Dravet syndrome (also known as severe myoclonic epilepsy of infancy) is a severe form of epilepsy that typically manifests as fever-related seizures within the first year of life. Other forms of seizures, such as myoclonus, which is characterized by short twitches of a muscle or group of muscles, and status epilepticus, which occurs when seizures do not stop or occur in close succession, may occur as the disease advances.
When seizures begin, children with Dravet syndrome develop normally. However, as the seizures continue, babies start to show signs of developmental impairment. Other signs may appear, such as changes in appetite, balance, and gait, or the child’s walking style.

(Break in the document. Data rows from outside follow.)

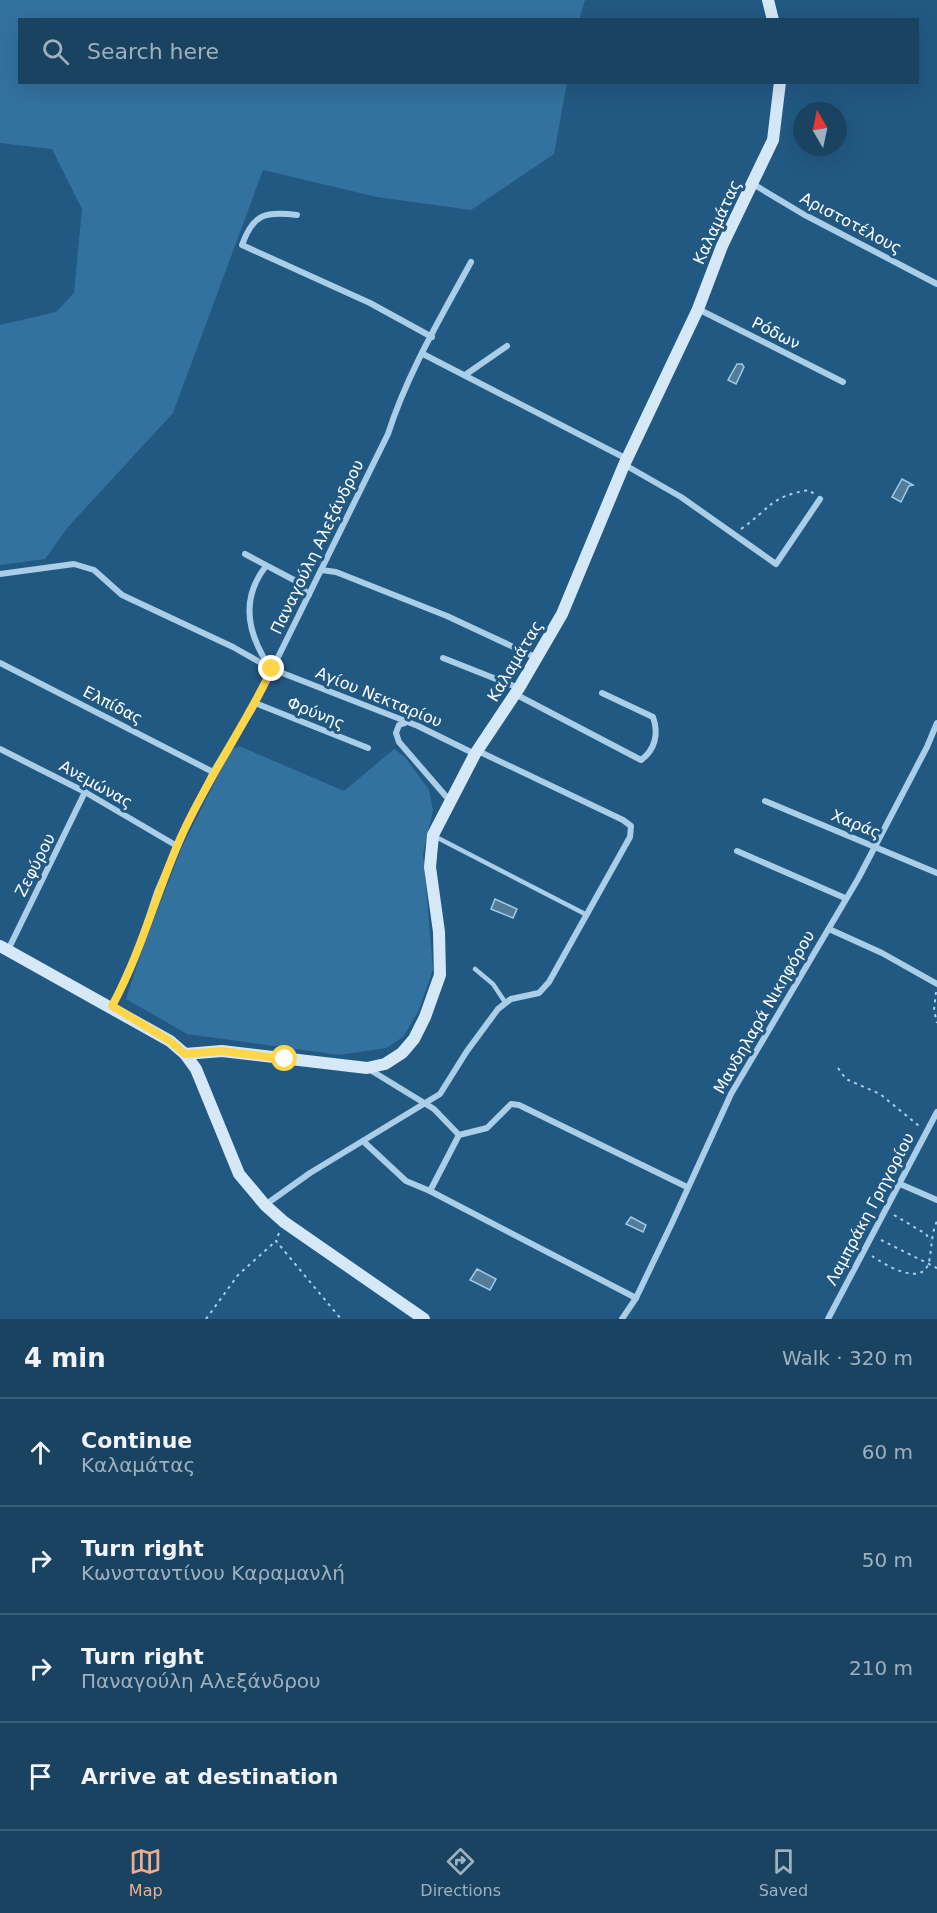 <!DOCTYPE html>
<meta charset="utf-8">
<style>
:root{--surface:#1a4362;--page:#234a68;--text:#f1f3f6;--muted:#9fb0be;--line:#385c77;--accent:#eead8d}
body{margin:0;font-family:"DejaVu Sans",sans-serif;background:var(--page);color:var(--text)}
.compass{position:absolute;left:793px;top:102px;width:54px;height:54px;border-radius:50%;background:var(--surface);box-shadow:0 6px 24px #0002;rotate:351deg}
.stop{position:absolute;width:18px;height:18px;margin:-14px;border:4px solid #ffd54a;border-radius:50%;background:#fff}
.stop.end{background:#ffd54a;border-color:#fff;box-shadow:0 2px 6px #0008}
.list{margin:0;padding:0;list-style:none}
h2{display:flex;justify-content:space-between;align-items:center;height:78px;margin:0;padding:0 24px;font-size:26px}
h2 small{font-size:20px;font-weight:400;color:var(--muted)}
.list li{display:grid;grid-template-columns:39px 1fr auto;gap:18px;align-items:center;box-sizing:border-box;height:108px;padding:0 24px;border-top:2px solid var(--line)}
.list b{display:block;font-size:22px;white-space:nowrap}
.list p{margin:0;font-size:20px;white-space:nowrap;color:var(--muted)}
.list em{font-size:20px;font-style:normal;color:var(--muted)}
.icon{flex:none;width:33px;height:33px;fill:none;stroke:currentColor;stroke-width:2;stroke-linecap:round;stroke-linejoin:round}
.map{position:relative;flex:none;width:937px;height:1319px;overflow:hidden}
.search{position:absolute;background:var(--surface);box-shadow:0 6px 24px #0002;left:18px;right:18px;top:18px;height:66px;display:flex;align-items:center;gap:15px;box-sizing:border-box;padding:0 21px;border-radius:0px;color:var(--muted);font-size:22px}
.sheet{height:510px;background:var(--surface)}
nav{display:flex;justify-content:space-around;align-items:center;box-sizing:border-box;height:84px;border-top:2px solid var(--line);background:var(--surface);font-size:16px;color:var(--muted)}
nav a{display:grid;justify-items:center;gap:3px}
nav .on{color:var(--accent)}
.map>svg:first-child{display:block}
</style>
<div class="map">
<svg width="937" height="1319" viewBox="0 0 937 1319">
<rect width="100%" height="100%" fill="#225983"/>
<g fill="#33729f">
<path d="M0,0H585L579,20H20V82L567,83L554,154L471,210L377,197L263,170L173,413L68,527L45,559L0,565V325L56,312L74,293L82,209L52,149L0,143Z"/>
<path d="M239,746L344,791L394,749L405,757L429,790L433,810L423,853L433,970L418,1012L403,1037L386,1048L339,1055L223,1039L187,1034L126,999L143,947L182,847L231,750Z"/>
</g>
<g fill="#547b98" stroke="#9ecbe9" stroke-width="1.5">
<path d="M737,364H742L744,367L736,384L728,380Z"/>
<path d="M902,479L913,485L909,486L901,502L892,497Z"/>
<path d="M495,899L517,909L513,918L491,909Z"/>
<path d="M631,1217L646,1225L643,1232L626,1224Z"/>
<path d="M477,1269L496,1279L490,1290L470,1280Z"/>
</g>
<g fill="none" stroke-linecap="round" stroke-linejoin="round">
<g stroke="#aacee8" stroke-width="2" stroke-dasharray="3 4.5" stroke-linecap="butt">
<path d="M741,529C771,508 769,497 809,490L814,494"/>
<path d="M936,992L934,1010L937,1023"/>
<path d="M838,1068L846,1079L880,1094L919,1126"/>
<path d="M894,1215L926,1234L930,1241"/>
<path d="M279,1233L276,1241L341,1319"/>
<path d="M881,1240L937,1268"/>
<path d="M872,1256C884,1264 922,1288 929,1262C932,1248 931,1234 937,1221"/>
<path d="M206,1319L238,1275L276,1241"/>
</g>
<g stroke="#aacee8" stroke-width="4.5">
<path d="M436,837L587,915"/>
<path d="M475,969L493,984L505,1002"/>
</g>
<g stroke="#aacee8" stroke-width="6">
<path d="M753,184L803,214L937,284"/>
<path d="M297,215C265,211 253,214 242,245L370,303L432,337"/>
<path d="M698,309L843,382"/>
<path d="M423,354L627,459"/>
<path d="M465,375L507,346"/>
<path d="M625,465L681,497L776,564L820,499"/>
<path d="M245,554L294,580L309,595"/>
<path d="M266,566C240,599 247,633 269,666"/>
<path d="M321,570L336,572L447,616L537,658"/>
<path d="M0,574L74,564L94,570L122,595L233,647L272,669L418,726L475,754"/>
<path d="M443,658L519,688"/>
<path d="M0,663L213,772"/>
<path d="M515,694L641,760C655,750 659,734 653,717L602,693"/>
<path d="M255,703L368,748"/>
<path d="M405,723L399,725L396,733L399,742L450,801"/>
<path d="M0,749L85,792L177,846"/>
<path d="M765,801L937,873"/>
<path d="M737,851L845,898"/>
<path d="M829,929L882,953L937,984"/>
<path d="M8,950L85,792"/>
<path d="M112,1006L139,947L157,892L181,837L213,772L252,710L388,434C407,374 441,317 471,262"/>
<path d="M367,1068L434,1109L459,1135"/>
<path d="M363,1141L406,1181L430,1191L459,1135L487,1128L511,1104L519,1105L687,1187"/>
<path d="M900,1184L937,1200"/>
<path d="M430,1191L636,1298"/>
<path d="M265,1205L310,1173L440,1094L467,1051L498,1009L511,999L539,993L549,982L630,837L631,826L623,820L478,751"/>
<path d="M622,1319L636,1298L672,1223L731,1094L858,879L927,747L937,723"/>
<path d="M828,1319L937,1112"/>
</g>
<g stroke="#d5e8f7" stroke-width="12">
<path d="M768,0L773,20"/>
<path d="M0,946L170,1041L185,1054L196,1069L239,1174L265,1205L284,1222L424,1319"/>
<path d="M185,1054L222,1051L367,1068L385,1064L402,1053L414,1039L425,1017L440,975L439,932L430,867L433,835L475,754L519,688L562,614L624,465L698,309L722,246L773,140L780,82"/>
</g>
</g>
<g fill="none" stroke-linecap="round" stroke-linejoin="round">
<path stroke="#ffd54a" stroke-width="8" d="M272,669C244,727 207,779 181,837C156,893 141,953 112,1006L170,1041L185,1054L222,1051L285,1059"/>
</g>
<g text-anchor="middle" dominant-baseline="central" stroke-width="6" stroke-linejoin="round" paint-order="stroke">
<g font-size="16" fill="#fff" stroke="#225983">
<text transform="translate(717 222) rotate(-65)">Καλαμάτας</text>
<text transform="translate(851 223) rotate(28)">Αριστοτέλους</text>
<text transform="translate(776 333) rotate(27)">Ρόδων</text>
<text transform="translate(317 547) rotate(-64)">Παναγούλη Αλεξάνδρου</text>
<text transform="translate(515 661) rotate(-59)">Καλαμάτας</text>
<text transform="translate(379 697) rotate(22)">Αγίου Νεκταρίου</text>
<text transform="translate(113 705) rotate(27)">Ελπίδας</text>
<text transform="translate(316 713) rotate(22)">Φρύνης</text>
<text transform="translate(96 784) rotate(29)">Ανεμώνας</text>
<text transform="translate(856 824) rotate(22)">Χαράς</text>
<text transform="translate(35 865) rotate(-63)">Ζεφύρου</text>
<text transform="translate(764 1012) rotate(-60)">Μανδηλαρά Νικηφόρου</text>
<text transform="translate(870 1209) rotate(-62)">Λαμπράκη Γρηγορίου</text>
</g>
</g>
</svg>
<svg class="compass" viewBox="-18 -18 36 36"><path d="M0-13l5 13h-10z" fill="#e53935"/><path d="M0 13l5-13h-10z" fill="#9fb0be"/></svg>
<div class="stop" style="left:285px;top:1059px"></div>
<div class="stop end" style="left:272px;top:669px"></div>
<div class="search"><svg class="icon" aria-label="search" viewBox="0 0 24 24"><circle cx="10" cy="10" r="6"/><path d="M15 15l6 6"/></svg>Search here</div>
</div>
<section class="sheet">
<h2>4 min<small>Walk · 320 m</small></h2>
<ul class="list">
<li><svg class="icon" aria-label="ahead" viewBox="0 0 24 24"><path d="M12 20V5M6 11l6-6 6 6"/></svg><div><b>Continue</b><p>Καλαμάτας</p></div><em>60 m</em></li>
<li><svg class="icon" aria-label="right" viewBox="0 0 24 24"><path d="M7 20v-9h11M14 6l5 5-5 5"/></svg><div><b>Turn right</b><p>Κωνσταντίνου Καραμανλή</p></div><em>50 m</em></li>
<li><svg class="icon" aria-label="right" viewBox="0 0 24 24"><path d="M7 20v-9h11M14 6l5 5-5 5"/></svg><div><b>Turn right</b><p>Παναγούλη Αλεξάνδρου</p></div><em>210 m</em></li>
<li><svg class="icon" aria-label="arrive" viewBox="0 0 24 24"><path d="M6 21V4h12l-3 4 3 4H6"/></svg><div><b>Arrive at destination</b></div></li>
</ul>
</section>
<nav>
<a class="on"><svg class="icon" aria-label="map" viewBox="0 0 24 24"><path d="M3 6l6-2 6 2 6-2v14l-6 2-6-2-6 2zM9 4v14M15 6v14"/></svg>Map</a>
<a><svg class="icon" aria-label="directions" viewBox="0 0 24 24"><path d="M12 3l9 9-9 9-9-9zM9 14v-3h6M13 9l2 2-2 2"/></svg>Directions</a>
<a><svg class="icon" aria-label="saved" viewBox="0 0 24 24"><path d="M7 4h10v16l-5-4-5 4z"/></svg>Saved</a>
</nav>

Researchers from Children’s Hospital of Philadelphia (CHOP) have found that dysfunction in an important cell subtype in the brain’s neuronal network contributes to chronic symptoms in the neurodevelopmental disorder Dravet syndrome. The findings were published today in the journal Cell Reports.
Dravet syndrome is a type of genetic epilepsy marked by seizures that begin in the first year of life, as well as impairments in early development and characteristics of autism spectrum disorder. Children with Dravet syndrome have an elevated risk of dying at a young age, making effective identification and treatment of the illness crucial. More than 90% of children with Dravet syndrome have a pathogenic, or disease-causing, variation in the SCN1A gene, which produces the protein Nav1.1, a sodium channel necessary for the function of seizure-suppressing cells called interneurons, namely the parvalbumin interneuron.
Dravet syndrome affects one in every 14,000 children worldwide and has a severe impact on children and their families. We can simulate Dravet syndrome in the lab to understand precisely how the loss of SCN1A creates the clinical symptoms of the condition, which will drive the development of novel medicines and, hopefully, a cure.
Ethan Goldberg
“Dravet syndrome affects one in every 14,000 children worldwide and has a severe impact on children and their families,” said Ethan Goldberg, MD, Ph.D., a pediatric neurologist and Director of the Epilepsy Neurogenetics Initiative (ENGIN) at CHOP and the study’s lead author. “We can simulate Dravet syndrome in the lab to understand precisely how the loss of SCN1A creates the clinical symptoms of the condition, which will drive the development of novel medicines and, hopefully, a cure.”
Previous research from the Goldberg group showed that abnormal electrical activity of these parvalbumin neurons in a preclinical animal model of Dravet syndrome was only transitory, with these neurons returning to normal activity in the chronic phase of the condition. This created a conundrum for the research community: why do patients with Dravet syndrome continue to have seizures, cognitive impairment, and features of autism spectrum disorder?
Around 80-90% of Dravet syndrome cases are caused by mutations in the SCN1A gene. Hundreds of mutations in this gene have been identified that are linked to seizures caused by high fever.
The SCN1A gene codes for a protein that forms a subunit of a sodium channel called NaV1.1. This sodium channel is situated on the surface of nerve cells and regulates the entry of sodium ions into the cells, activating them and allowing them to transmit nerve signals to other cells. Nerve cells are classified into several categories. Some are excitatory, meaning they give signals that stimulate other neurons, while others are inhibitory, meaning they send signals that silence other neurons.
The deterioration in cognitive performance of children with Dravet syndrome stabilizes as they grow older. Although the degree of intellectual disability ranges from minor to substantial, the majority of teenagers and adults with Dravet syndrome rely on caretakers. Adolescent gait problems appear to worsen. Seizures tend to decrease in number and duration with age. Individuals with Dravet syndrome have a higher risk than the general population for sudden, unexpected death but that risk is still low.
The researchers created a method to test parvalbumin interneuron function at two different times in time in this investigation. The early severity of the disease is caused by anomalies in parvalbumin interneuron electrical activity, which allows neurons to communicate with neighboring neurons. Chronic dysfunction, on the other hand, was caused by impaired synaptic transmission; while parvalbumin interneurons regained the ability to generate electrical activity, this activity did not spread down the nerve or “axon” to the synapse to inhibit other neurons, as is required for seizure suppression.
While more research is needed to translate this research into direct human applications, the researchers note that SCN1A may be a viable therapeutic target for Dravet syndrome patients, especially if ways to increase its expression in the axon to overcome impaired signaling and synaptic transmission are discovered.
“A prediction of our work is that the ability to boost the expression of Nav1.1 at the parvalbumin interneuron axon may depend on the efficacy of therapies under development,” Goldberg said.